NIST Releases Six New Community Resilience Planning Guide Briefs

(Released 17 May 2017) Communities striving to improve their resilience by better planning for and dealing with hazard events will want to review six new “Guide Briefs” issued by the National Institute of Standards and Technology (NIST). The documents complement NIST’s Community Resilience Planning Guide for Buildings and Infrastructure Systems, which lays out a six-step process to plan for resilience in the face of natural, technological, and human-caused hazards.

Each of the Guide Briefs is intended to be used in conjunction with the NIST Guide, although several can be used independently by any community interested in taking steps to improve its resilience. For example, Guide Brief 12, “Short-Term Implementation Tasks”, suggests ways that communities can shorten recovery time as longer-term solutions are being put in place.

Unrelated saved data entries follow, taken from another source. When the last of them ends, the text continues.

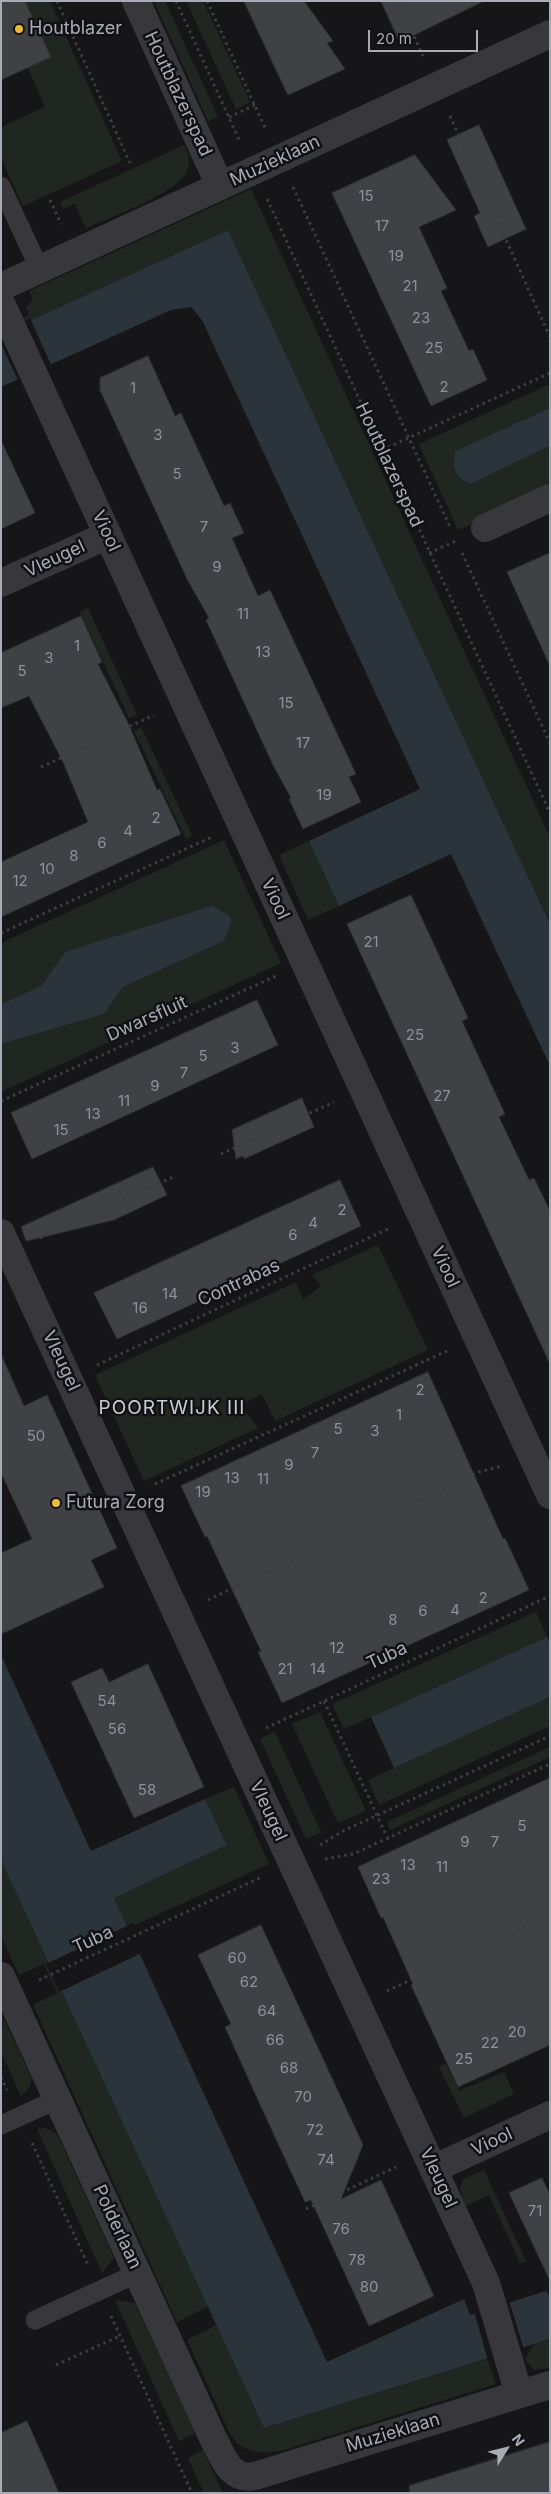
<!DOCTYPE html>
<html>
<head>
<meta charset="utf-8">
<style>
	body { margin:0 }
	#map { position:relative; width:551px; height:2494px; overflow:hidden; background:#161618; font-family:Inter,sans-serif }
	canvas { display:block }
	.frame { position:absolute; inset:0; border:2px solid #a8acb7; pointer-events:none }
	.north { position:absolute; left:481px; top:2424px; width:50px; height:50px; -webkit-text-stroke:4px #111113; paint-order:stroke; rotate:54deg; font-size:14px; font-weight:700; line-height:20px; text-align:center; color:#a8acb7 }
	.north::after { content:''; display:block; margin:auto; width:18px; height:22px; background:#a8acb7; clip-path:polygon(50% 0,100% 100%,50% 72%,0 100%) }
	.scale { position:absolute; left:368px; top:30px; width:110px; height:22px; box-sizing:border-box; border:2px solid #a8acb7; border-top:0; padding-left:6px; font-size:15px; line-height:18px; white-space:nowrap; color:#a8acb7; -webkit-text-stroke:4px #111113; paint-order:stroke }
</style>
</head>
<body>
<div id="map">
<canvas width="551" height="2494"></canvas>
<div class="frame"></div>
<div class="north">N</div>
<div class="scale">20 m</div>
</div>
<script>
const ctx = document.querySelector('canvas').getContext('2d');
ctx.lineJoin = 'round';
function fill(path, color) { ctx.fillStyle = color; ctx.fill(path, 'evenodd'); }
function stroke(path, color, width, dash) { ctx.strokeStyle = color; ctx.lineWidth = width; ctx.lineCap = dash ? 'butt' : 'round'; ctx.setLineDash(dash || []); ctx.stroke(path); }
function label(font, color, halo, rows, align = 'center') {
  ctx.font = font + ' Inter,sans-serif'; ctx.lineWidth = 5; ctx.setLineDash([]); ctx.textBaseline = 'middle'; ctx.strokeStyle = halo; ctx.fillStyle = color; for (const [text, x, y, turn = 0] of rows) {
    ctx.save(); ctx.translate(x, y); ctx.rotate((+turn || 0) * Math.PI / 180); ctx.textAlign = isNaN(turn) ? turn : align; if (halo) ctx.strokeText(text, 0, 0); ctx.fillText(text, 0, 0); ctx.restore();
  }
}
const green = new Path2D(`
	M25 1H50L122 161 23 206 1 158V127L45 107 28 68Z
	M154 1H165L218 117 208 121Z
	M186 1H203L250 102 236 109Z
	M184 145C188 153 191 163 187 171 178 193 109 218 86 228L75 204 63 209 60 202Z
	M251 189 550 837V924L228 230 1 334V328L29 315 26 308 33 299 29 291Z
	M550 384V408L455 451C453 470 452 474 470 484L550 446V484L479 517 478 521 458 530 419 444Z
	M88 608 137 715 129 718 80 612Z
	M141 727 192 835 186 839 134 731Z
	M224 840 281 963 1 1092V1044L104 1014 123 987 224 941 232 920 230 916 65 952 41 986 1 1004V943Z
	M309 841 339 906 308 920 279 855Z
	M378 1245 428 1350 275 1421 262 1394 240 1405 258 1428 144 1481 95 1375 296 1282 303 1299 321 1286 312 1275Z
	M536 1612 547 1637 344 1729 332 1704Z
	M550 1697V1726L379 1805 368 1780Z
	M320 1712 366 1811 338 1823 292 1724Z
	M275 1732 321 1832 306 1839 260 1739Z
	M550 1747V1757L390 1830 387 1822Z
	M234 1787 269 1864 135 1925 133 1923 127 1926 114 1898 227 1845 205 1799Z
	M1 1860 208 2307 177 2322 33 2005 57 1993 44 1964 19 1975 1 1936Z
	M3 2017 32 2079 29 2088 21 2096 1 2052Z
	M446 2064 459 2091 504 2072 514 2094 464 2118 439 2067Z
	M46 2128 57 2134 114 2258 102 2273 37 2129Z
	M484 2170 526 2261 520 2263 489 2195 465 2206 460 2189 463 2179Z
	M115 2300 135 2303 195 2433 179 2441Z
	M216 2325 264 2428 487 2359 496 2384 287 2449C266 2455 245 2455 231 2436L187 2340Z
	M550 2339V2368L534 2370 525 2360 533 2345Z
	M203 2450 223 2493H204L188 2458Z`);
const water = new Path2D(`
	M228 230 550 924V1066L451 854 339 906 309 841 420 789 202 320 191 307 171 310 1 387V334Z
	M550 408V446L470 484C453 475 453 469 455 451Z
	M212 906 230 916 232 920 224 941 123 987 104 1014 1 1044V1004L41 986 65 952Z
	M547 1637 550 1643V1697L394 1768 371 1717Z
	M1 1655 91 1851 205 1799 227 1845 114 1898 327 2362 464 2299 470 2315 546 2291 550 2296V2339L264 2428 1 1860Z`);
const pier = new Path2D(`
	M30 318 52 367 19 382 1 344V332Z
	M129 1925 142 1953 59 1992 46 1964Z
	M509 2300 524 2350 488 2361 474 2311Z`);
const building = new Path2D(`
	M1 1H25L51 57 1 80Z
	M244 1H304L333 41 327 43 345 69 288 95Z
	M381 1H484L400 42Z
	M479 125 526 229 488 247 474 216 480 213 447 140Z
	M415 155 456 210 419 227 447 288 441 291 469 351 473 349 487 380 431 406 332 193Z
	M148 356 175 416 181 413 224 506 230 503 244 533 232 538 258 596 270 590 356 774 349 777 361 802 303 829 289 799 291 798 273 765 206 620 209 618 187 579 100 390V378Z
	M1 440 35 513 1 529Z
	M550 553V666L507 572Z
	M81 616 102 662 98 664 128 723 157 790 160 789 181 834 1 917V862L88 822 63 762 29 696 1 708V653Z
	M411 895 468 1018 462 1021 505 1114 499 1117 529 1180 534 1178 550 1211V1364L347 924Z
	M257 1000 278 1045 32 1159 11 1113Z
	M302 1098 314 1127 244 1159 243 1156 236 1159 232 1130Z
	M153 1167 167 1195 114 1220 26 1241 21 1227Z
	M340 1180 361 1226 117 1339 94 1293Z
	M1 1354 24 1406 47 1395 117 1548 91 1560 104 1587 1 1634V1553L32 1539 1 1473Z
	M428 1372 503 1539 505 1538 529 1590 282 1703 258 1652 261 1651 207 1536 205 1537 181 1486Z
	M148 1664 204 1787 134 1818 71 1682 102 1668 109 1682Z
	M550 1778V2045L458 2087 411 1985 413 1984 383 1917 381 1918 358 1867Z
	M261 1925 363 2145 341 2199 381 2180 434 2296 369 2326 311 2200 305 2202 258 2100 225 2027 231 2024 198 1955Z
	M542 2178 550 2195V2281L509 2193Z
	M27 2421 59 2493H1V2433Z
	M550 2442V2493H410L409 2486Z`);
const path = new Path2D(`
	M57 1 130 163
	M176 1 240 142
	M207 1 266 130
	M398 1 423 56
	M450 116 550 337
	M229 117 255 105
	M293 187 451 529
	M267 199 550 813
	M50 200 61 224
	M382 450 550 373
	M429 553 456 541
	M462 553 550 743
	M41 767 154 715
	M1 933 212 837
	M1 1101 276 976
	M221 1154 334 1102
	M40 1238 173 1177
	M97 1365 390 1228
	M155 1484 447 1351
	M208 1600 479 1472 502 1466
	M324 1701 388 1839
	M266 1728 550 1596
	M320 1845 343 1831 550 1736
	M325 1859 353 1854 550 1764
	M39 1980 262 1877
	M387 1991 550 1915
	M1 2077 7 2090
	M32 2143 88 2265
	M306 2209 396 2167
	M111 2316 192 2493
	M56 2365 120 2336`);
const service = new Path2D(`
	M1 186 40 270
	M1 2125 58 2099
	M35 2320 138 2273`);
const minor = new Path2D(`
	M136 1 220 186
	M1 303 550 1495
	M485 528 550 498
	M1 583 108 535
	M1 1233 486 2283 519 2394
	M433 2169 550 2115`);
const tertiary = new Path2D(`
	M1 287 550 34
	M1 1976 212 2436C222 2455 229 2481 255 2476L550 2385`);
const markers = [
	[19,29,5,"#eaba3b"],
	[56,1503,5,"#eaba3b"]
];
const numberNames = [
	["15",366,196],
	["17",382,226],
	["19",396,256],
	["21",410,286],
	["23",421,318],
	["25",434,348],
	["2",444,387],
	["1",133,388],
	["3",158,435],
	["5",177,474],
	["7",204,527],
	["9",217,567],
	["11",243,614],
	["1",77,646],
	["13",263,652],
	["3",49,658],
	["5",22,671],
	["15",286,703],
	["17",303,743],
	["19",324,795],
	["2",156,818],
	["4",128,831],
	["6",102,843],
	["8",74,856],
	["10",47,869],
	["12",20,881],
	["21",371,942],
	["25",415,1035],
	["3",235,1048],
	["5",203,1056],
	["7",184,1073],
	["9",155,1086],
	["27",442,1096],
	["11",124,1101],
	["13",93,1114],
	["15",61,1130],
	["2",342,1210],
	["4",313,1223],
	["6",293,1235],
	["14",170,1294],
	["16",140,1308],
	["2",420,1390],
	["1",399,1415],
	["5",338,1429],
	["3",375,1431],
	["50",36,1436],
	["7",315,1453],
	["9",289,1465],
	["13",232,1478],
	["11",263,1479],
	["19",203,1492],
	["2",483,1598],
	["4",455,1610],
	["6",423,1611],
	["8",393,1620],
	["12",337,1648],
	["21",285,1669],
	["14",318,1669],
	["54",107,1701],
	["56",117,1729],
	["58",147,1790],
	["5",522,1826],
	["9",465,1842],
	["7",495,1842],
	["13",408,1865],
	["11",442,1867],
	["23",381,1879],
	["60",237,1958],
	["62",249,1982],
	["64",267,2011],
	["20",517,2032],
	["66",275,2040],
	["22",490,2043],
	["25",464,2059],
	["68",289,2068],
	["70",303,2097],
	["72",315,2130],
	["74",326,2160],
	["71",535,2211],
	["76",341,2229],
	["78",357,2260],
	["80",369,2287]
];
const poiNames = [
	["Houtblazer",29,29],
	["Futura Zorg",66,1503]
];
const streetNames = [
	["Houtblazerspad",178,94,65],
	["Muzieklaan",275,161,-25],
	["Houtblazerspad",389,465,65],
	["Viool",106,531,65],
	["Vleugel",55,559,-25],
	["Viool",275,899,65],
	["Dwarsfluit",147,1019,-24],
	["Viool",445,1267,65],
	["Contrabas",239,1283,-25],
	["Vleugel",61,1361,65],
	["Tuba",387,1656,-25],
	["Vleugel",268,1811,65],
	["Tuba",93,1940,-25],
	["Viool",492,2142,-25],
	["Vleugel",438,2178,65],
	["Polderlaan",117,2227,65],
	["Muzieklaan",393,2433,-17]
];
const neighbourhoodNames = [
	["POORTWIJK III",172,1408]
];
fill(green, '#202721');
fill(water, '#2c343b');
fill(pier, '#161618');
fill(building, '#404144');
stroke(building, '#303033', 1);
stroke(path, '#3d3e43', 3, [2.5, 4]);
stroke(service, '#37373c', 19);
stroke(minor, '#37373c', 28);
stroke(tertiary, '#37373c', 28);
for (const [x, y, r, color] of markers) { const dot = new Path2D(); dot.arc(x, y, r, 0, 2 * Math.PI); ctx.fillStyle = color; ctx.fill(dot); stroke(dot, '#111113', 2); }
label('15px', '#8e919a', null, numberNames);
label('18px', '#a8acb7', '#111113', poiNames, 'left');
label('18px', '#a8acb7', '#111113', streetNames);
ctx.letterSpacing = '1px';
label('19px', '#c9cbd3', '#111113', neighbourhoodNames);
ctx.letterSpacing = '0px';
</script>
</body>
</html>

These short-term tasks could include:

  • Developing a post-event recovery plan that streamlines the permitting process, adds resilience during repairs, protects the natural environment, preserves the community voice in approval of construction projects, and handles and processes the increase in construction activities.
  • Developing processes and guidelines for post-event assessments to accelerate evaluation and designation of buildings that can be used while being repaired.
  • Adopting the latest building codes and enforcing design and inspection requirements.

Guide Brief 8, “Overcoming Myths about Community Resilience Planning”, acknowledges that “Planning for low-probability high-consequence hazard events can be challenging since immediate needs often take precedence over future events.” It presents and refutes seven common perceptions and myths which can become barriers to broad community acceptance and participation in community resilience planning, including:

  • A serious hazard event has never occurred here and it will not happen in my lifetime.
  • There is no political will to address these complicated problems and their controversial solutions.
  • Budgets are tight, we are short of staff, and we cannot afford to spend the time or money on resilience projects.
  • Our emergency operation plans will lead to a successful recovery.

Other Guide Briefs in this latest release by NIST describe different community types, offer assistance in summarizing resilience goals, linking a community’s social dimensions with different clusters of building types, and how to determine performance goals for buildings in various clusters.